• [Task description]
State how many lines of the data contain the word "center", and write nothing besides the number.

Data items
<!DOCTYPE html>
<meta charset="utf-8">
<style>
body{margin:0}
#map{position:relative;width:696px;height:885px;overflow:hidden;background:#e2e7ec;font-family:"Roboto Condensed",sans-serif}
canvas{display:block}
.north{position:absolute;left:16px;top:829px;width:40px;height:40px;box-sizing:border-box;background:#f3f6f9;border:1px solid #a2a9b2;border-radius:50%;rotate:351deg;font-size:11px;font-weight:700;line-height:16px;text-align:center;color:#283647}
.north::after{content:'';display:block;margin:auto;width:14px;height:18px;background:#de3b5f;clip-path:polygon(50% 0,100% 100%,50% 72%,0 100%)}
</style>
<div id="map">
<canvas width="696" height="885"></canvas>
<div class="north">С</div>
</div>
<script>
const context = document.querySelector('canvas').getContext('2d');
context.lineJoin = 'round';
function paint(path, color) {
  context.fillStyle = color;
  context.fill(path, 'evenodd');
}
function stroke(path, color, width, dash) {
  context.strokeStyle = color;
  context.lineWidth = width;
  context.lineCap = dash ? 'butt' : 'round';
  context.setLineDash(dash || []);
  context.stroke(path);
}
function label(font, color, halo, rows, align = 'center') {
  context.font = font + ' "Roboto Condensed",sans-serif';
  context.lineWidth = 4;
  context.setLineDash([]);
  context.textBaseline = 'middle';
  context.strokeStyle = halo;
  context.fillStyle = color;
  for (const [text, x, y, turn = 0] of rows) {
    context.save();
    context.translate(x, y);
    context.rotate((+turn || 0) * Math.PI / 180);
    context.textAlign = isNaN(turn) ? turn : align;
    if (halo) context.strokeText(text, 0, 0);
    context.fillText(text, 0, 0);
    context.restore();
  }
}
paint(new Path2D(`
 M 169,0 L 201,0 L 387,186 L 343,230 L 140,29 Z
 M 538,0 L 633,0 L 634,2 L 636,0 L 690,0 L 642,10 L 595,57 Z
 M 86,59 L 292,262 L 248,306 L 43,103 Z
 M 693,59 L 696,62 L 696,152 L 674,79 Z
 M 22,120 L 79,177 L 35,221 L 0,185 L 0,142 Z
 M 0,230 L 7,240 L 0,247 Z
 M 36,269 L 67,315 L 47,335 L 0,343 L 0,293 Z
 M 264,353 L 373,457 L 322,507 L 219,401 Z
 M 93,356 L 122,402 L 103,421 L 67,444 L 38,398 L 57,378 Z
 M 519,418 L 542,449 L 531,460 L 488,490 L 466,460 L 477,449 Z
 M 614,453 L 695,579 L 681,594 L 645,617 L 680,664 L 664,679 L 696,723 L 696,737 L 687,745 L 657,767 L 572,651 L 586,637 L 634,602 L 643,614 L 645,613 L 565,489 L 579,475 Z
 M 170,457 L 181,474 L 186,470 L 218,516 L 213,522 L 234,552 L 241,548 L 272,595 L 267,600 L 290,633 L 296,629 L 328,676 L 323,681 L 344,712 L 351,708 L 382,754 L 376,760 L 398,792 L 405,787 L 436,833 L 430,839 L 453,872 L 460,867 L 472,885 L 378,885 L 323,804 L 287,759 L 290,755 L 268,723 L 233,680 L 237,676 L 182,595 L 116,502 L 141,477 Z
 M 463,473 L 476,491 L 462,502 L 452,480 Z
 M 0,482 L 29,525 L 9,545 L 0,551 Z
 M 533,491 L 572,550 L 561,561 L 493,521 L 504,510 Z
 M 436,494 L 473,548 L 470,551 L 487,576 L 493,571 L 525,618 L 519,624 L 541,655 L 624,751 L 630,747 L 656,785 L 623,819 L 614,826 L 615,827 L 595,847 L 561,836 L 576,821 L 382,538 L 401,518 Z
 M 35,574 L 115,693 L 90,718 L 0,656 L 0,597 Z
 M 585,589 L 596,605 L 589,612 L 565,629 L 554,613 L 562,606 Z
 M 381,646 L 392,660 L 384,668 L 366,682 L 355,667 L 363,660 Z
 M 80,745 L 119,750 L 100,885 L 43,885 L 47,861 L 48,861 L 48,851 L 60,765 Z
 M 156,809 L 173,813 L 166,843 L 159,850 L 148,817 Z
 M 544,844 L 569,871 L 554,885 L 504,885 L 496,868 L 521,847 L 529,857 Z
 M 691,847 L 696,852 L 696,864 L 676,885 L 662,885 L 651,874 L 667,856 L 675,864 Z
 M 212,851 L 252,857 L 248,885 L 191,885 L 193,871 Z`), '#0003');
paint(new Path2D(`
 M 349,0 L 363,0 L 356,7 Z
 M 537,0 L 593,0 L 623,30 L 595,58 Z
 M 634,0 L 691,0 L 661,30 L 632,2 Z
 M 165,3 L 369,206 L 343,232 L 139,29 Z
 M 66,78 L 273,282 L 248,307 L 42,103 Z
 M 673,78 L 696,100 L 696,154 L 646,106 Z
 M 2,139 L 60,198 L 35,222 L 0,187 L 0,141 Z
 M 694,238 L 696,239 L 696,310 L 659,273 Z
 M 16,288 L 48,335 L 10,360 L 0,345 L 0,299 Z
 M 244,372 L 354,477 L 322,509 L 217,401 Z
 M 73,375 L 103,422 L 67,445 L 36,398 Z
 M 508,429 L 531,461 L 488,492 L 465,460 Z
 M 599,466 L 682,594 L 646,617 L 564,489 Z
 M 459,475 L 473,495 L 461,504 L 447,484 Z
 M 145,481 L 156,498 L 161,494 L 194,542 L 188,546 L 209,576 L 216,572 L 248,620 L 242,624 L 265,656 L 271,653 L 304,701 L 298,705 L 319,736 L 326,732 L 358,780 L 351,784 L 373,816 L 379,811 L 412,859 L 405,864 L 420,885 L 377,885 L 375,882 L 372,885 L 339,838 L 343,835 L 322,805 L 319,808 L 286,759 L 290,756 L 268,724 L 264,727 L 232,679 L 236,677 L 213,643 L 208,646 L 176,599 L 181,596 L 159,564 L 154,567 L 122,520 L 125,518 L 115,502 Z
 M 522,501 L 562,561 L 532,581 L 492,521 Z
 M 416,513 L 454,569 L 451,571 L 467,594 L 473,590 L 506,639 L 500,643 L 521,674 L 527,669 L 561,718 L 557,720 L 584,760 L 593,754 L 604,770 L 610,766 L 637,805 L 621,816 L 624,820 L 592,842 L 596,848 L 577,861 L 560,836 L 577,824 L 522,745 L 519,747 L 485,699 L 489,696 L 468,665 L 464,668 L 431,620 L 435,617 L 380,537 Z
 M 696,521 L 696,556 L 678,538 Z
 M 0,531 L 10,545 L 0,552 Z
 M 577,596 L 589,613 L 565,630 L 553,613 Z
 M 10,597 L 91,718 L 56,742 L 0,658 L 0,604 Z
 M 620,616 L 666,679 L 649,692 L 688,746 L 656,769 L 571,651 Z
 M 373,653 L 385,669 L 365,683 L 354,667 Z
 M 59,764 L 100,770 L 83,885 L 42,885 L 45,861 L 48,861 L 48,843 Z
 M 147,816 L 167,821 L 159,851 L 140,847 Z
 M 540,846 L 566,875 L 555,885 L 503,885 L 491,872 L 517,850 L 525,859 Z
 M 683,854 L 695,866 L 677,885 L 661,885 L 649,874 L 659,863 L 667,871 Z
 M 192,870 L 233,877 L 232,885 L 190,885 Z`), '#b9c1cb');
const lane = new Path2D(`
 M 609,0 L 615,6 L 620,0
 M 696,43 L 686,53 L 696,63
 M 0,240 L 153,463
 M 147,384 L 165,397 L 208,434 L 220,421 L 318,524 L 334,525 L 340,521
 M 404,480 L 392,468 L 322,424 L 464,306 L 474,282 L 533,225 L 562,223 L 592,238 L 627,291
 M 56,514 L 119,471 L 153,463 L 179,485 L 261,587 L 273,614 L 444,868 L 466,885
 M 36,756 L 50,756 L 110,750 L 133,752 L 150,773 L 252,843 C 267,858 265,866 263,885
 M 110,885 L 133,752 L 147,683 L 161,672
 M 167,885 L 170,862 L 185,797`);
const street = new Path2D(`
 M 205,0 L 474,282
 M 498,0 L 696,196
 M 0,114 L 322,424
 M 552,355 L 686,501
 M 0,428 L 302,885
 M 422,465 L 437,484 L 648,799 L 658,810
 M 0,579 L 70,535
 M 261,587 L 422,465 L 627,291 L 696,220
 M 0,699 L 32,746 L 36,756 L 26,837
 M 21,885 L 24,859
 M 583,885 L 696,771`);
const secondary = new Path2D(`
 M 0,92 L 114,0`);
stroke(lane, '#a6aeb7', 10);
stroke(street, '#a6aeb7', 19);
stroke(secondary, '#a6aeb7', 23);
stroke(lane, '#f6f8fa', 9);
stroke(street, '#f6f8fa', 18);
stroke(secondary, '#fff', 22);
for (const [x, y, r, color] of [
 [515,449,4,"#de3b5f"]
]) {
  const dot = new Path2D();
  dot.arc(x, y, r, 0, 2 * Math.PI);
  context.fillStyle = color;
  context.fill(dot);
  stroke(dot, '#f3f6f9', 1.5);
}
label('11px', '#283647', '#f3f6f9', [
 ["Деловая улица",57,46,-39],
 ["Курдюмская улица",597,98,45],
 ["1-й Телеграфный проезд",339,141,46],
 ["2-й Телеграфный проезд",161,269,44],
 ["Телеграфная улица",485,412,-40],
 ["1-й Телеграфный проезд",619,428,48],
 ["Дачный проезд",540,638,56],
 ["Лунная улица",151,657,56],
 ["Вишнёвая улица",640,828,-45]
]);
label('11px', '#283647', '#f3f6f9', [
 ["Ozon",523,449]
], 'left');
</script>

• [Written answer]
2